Further optimization; scheme 3.8: the initial week was visually observed to be a dark brown color with a slight cloudiness in the middle, and the initial week was recorded once a day, morning and night. The next day of the second week, the waste started to become reddish-mixed, and was visually observed once a day and recorded. Starting to fade the color on the second day of the third week, namely, visually observing once on two days and recording; the colour started to sparkle over the weekend. The color was clear at the beginning of the fourth week, and a record of one week was made during this time with the decolorizing precipitation.

Further optimization; scheme 3.9: the sample after standing is obviously glittering and translucent under a microscope, and the excessive and residual intractable salt in the sample is fully adsorbed in the activated carbon and wrapped in the impurities on the ground.

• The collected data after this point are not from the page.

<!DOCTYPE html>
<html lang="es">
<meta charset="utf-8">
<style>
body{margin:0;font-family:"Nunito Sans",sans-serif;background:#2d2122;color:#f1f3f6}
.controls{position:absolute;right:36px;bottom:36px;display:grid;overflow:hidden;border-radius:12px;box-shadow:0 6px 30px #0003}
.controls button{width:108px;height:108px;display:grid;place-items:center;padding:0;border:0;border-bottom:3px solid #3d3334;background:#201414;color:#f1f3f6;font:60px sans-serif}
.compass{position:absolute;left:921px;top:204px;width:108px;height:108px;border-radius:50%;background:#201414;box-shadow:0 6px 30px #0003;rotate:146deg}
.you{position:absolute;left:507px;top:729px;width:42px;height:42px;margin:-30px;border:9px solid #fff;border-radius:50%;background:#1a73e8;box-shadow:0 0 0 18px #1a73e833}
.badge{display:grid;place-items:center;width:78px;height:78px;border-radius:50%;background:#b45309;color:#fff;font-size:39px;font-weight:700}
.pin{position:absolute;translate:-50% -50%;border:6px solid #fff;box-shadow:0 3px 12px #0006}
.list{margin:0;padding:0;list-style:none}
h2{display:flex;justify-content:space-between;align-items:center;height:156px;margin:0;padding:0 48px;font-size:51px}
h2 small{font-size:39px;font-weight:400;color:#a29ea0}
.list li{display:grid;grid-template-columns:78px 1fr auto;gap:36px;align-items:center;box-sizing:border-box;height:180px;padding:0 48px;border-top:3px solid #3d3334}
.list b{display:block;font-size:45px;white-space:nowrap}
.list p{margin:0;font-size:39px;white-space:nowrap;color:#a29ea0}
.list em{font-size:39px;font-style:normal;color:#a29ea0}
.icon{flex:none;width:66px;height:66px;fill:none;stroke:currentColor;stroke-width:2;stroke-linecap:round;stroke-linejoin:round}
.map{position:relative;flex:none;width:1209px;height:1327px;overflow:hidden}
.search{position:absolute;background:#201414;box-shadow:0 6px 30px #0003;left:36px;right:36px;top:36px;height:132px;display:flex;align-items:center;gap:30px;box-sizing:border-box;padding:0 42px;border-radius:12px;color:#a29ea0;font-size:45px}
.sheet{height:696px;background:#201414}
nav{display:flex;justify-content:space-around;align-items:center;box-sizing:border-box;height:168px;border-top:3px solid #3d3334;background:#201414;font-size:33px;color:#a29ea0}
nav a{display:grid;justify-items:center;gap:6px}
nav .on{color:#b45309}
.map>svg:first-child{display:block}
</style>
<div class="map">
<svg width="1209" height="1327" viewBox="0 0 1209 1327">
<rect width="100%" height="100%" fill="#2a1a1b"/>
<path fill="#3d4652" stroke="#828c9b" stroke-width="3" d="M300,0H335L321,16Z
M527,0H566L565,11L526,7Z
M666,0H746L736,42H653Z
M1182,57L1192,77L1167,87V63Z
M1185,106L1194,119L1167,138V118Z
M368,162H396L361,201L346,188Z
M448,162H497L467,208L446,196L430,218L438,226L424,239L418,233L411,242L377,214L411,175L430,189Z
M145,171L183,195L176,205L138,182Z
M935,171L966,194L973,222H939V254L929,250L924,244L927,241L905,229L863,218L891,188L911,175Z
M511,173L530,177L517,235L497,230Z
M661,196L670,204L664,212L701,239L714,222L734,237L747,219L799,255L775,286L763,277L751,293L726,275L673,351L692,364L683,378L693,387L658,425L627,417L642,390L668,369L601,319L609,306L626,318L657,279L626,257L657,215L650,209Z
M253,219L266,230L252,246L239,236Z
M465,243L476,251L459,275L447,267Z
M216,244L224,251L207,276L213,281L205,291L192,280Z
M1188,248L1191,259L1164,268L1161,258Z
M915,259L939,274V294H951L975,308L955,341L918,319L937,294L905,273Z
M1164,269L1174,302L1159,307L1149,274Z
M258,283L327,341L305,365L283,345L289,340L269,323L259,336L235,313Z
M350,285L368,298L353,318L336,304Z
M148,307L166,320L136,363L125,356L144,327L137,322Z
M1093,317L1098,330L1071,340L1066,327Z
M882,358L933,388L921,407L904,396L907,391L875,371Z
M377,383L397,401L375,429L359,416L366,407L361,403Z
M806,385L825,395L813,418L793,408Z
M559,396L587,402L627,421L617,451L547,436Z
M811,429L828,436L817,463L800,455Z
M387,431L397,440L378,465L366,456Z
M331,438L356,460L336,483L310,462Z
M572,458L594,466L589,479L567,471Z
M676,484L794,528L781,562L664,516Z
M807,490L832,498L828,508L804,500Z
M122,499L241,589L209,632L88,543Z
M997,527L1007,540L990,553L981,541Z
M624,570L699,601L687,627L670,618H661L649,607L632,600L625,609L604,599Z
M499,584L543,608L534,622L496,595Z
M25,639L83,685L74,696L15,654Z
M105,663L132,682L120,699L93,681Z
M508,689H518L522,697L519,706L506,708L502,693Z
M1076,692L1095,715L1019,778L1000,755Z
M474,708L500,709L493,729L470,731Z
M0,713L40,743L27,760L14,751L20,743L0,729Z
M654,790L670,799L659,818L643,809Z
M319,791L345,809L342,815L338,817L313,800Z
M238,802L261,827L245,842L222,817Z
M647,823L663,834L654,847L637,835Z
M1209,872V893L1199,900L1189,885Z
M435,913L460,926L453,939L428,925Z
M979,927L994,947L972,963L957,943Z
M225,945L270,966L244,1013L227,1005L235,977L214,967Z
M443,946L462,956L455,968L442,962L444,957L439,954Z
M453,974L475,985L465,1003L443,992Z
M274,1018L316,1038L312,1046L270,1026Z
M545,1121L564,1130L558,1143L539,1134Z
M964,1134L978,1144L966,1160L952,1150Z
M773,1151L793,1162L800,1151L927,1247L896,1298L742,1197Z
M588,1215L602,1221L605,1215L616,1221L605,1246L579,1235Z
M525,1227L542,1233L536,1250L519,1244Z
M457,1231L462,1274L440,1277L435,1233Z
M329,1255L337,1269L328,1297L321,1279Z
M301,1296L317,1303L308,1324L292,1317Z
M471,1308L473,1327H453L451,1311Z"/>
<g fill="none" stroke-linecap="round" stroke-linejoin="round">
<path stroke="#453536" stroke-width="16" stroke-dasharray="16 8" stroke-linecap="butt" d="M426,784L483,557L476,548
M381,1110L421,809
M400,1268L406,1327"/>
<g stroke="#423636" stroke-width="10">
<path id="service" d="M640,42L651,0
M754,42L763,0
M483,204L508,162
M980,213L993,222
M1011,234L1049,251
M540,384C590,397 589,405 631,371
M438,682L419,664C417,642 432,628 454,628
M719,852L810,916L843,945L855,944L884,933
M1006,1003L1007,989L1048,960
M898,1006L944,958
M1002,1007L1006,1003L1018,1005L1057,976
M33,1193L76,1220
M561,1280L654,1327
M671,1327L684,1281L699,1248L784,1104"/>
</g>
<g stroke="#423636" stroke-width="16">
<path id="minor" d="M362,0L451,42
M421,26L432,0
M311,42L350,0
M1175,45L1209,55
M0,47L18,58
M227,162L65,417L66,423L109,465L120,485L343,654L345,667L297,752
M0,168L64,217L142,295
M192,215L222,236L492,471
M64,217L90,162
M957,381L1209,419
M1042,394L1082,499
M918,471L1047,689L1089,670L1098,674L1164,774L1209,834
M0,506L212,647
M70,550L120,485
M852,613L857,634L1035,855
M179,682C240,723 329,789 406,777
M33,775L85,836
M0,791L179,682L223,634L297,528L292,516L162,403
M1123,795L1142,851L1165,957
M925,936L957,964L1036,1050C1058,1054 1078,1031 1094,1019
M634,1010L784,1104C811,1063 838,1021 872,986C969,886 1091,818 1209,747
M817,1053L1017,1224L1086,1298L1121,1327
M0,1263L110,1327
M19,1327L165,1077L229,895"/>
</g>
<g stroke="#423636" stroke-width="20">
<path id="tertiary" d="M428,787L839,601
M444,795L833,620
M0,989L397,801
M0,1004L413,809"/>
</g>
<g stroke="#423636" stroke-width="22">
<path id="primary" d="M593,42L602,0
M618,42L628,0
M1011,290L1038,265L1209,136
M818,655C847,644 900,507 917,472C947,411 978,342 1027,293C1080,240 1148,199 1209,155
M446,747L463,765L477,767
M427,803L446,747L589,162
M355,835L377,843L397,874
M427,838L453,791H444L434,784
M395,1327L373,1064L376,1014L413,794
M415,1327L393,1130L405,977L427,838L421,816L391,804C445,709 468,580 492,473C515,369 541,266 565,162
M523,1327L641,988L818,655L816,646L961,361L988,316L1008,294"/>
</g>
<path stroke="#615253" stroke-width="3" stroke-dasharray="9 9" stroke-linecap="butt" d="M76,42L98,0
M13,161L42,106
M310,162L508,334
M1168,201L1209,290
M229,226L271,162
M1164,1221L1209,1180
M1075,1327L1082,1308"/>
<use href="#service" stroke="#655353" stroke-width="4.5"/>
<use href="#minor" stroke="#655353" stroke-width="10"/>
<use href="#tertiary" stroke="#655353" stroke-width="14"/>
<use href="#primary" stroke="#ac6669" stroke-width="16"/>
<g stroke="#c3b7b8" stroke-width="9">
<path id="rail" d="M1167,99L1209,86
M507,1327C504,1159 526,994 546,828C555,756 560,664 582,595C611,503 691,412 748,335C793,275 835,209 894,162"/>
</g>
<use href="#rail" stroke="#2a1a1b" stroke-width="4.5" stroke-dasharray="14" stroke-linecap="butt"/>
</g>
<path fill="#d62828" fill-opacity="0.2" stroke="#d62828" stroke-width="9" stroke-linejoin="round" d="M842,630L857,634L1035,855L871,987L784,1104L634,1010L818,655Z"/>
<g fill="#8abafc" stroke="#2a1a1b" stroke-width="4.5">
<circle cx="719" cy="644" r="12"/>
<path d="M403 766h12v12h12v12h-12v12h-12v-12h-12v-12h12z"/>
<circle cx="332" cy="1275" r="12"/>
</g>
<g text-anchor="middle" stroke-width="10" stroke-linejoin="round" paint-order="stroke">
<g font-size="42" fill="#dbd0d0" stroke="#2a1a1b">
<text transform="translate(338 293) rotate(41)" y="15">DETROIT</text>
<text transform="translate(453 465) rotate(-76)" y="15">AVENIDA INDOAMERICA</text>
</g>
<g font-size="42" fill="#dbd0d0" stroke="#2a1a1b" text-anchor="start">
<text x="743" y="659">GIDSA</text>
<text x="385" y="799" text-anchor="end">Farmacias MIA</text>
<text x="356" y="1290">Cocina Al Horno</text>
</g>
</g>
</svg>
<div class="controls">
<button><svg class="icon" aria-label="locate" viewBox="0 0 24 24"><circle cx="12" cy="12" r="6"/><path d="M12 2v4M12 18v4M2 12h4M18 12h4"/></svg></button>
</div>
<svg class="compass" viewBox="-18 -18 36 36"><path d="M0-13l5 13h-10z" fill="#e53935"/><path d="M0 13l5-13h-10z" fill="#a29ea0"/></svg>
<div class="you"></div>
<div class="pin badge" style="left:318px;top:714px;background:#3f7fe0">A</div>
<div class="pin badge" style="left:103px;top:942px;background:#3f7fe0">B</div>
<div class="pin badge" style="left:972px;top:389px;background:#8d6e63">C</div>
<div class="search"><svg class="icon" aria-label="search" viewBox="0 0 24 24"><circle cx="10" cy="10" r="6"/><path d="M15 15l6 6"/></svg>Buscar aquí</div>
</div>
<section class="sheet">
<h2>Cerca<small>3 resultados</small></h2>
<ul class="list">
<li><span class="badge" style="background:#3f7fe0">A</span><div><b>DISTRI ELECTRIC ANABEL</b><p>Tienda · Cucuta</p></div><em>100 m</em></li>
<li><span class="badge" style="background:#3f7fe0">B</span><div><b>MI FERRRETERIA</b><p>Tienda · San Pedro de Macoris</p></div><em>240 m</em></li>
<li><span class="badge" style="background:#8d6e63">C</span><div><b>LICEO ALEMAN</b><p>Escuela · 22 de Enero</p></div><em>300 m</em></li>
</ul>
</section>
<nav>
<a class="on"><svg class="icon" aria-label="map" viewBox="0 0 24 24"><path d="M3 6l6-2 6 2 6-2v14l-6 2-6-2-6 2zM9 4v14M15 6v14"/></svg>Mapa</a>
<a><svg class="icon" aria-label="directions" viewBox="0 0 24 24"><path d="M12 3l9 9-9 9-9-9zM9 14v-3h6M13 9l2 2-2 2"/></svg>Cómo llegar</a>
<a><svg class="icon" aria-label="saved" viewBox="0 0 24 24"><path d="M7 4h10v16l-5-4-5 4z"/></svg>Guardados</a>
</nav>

Further optimization; in the scheme 3.10, under the normal condition that all factors and proteins of the purified essence are protected, the purified essence is filtered by a precise filter screen, then is precipitated for 2 weeks, and is collected with ultrapure essence, the precipitate is removed, 0.1-0.3% of food-grade and pharmaceutical-grade preservative is added, and the mixture is placed at a low temperature of 4-6 ℃ for preservation. The product is suitable for medical and American products and medical grade products, and is added and blended at the low temperature of 20-30 ℃ according to the proportion.

Further optimization; scheme 3.11: all operating specifications, operating procedures must be performed aseptically and strictly: the mask, goggles, gloves, protective clothing, instrument and table contact surfaces and spaces before and after 75% alcohol disinfection operation ensure artificial fungus implantation. When the articles are scattered on the ground in the operation process, the articles do not need to be picked up by stretching hands, and after the operation is finished, the articles are collected in the waste bag and are cleaned out.

Further optimization; scheme 3.12: the PH of the raw material stock solution can be adjusted to the compound required degree in the buffer solution; it is generally recommended that between PH6-7.5, more next-step executions can be performed to meet each need.

The invention relates to a stem cell waste liquid precipitation decoloring method and application thereof, wherein the method comprises the following steps: the stem cell experimental medical waste liquid is subjected to a series of decoloration, purification and purification to obtain the raw material level essence liquid internal nutrition: the activity, stability and safe landing of protein, factors and dismutase all meet the requirements of activity repair, activation and regeneration of skin cells and epidermal cells; the excess salt, floccules and impurities in the stem cell waste liquid are effectively adsorbed and post-treated in a decoloring, purifying and purifying sequence; the invention comprises the following steps: a method for decolorizing stem cell waste liquid by precipitation and application thereof; the raw material level essence is easy to add and is comprehensively and easily dissolved in oil and water.

Although embodiments of the present invention have been shown and described, it will be appreciated by those skilled in the art that changes, modifications, substitutions and alterations can be made in these embodiments without departing from the principles and spirit of the invention, the scope of which is defined in the appended claims and their equivalents.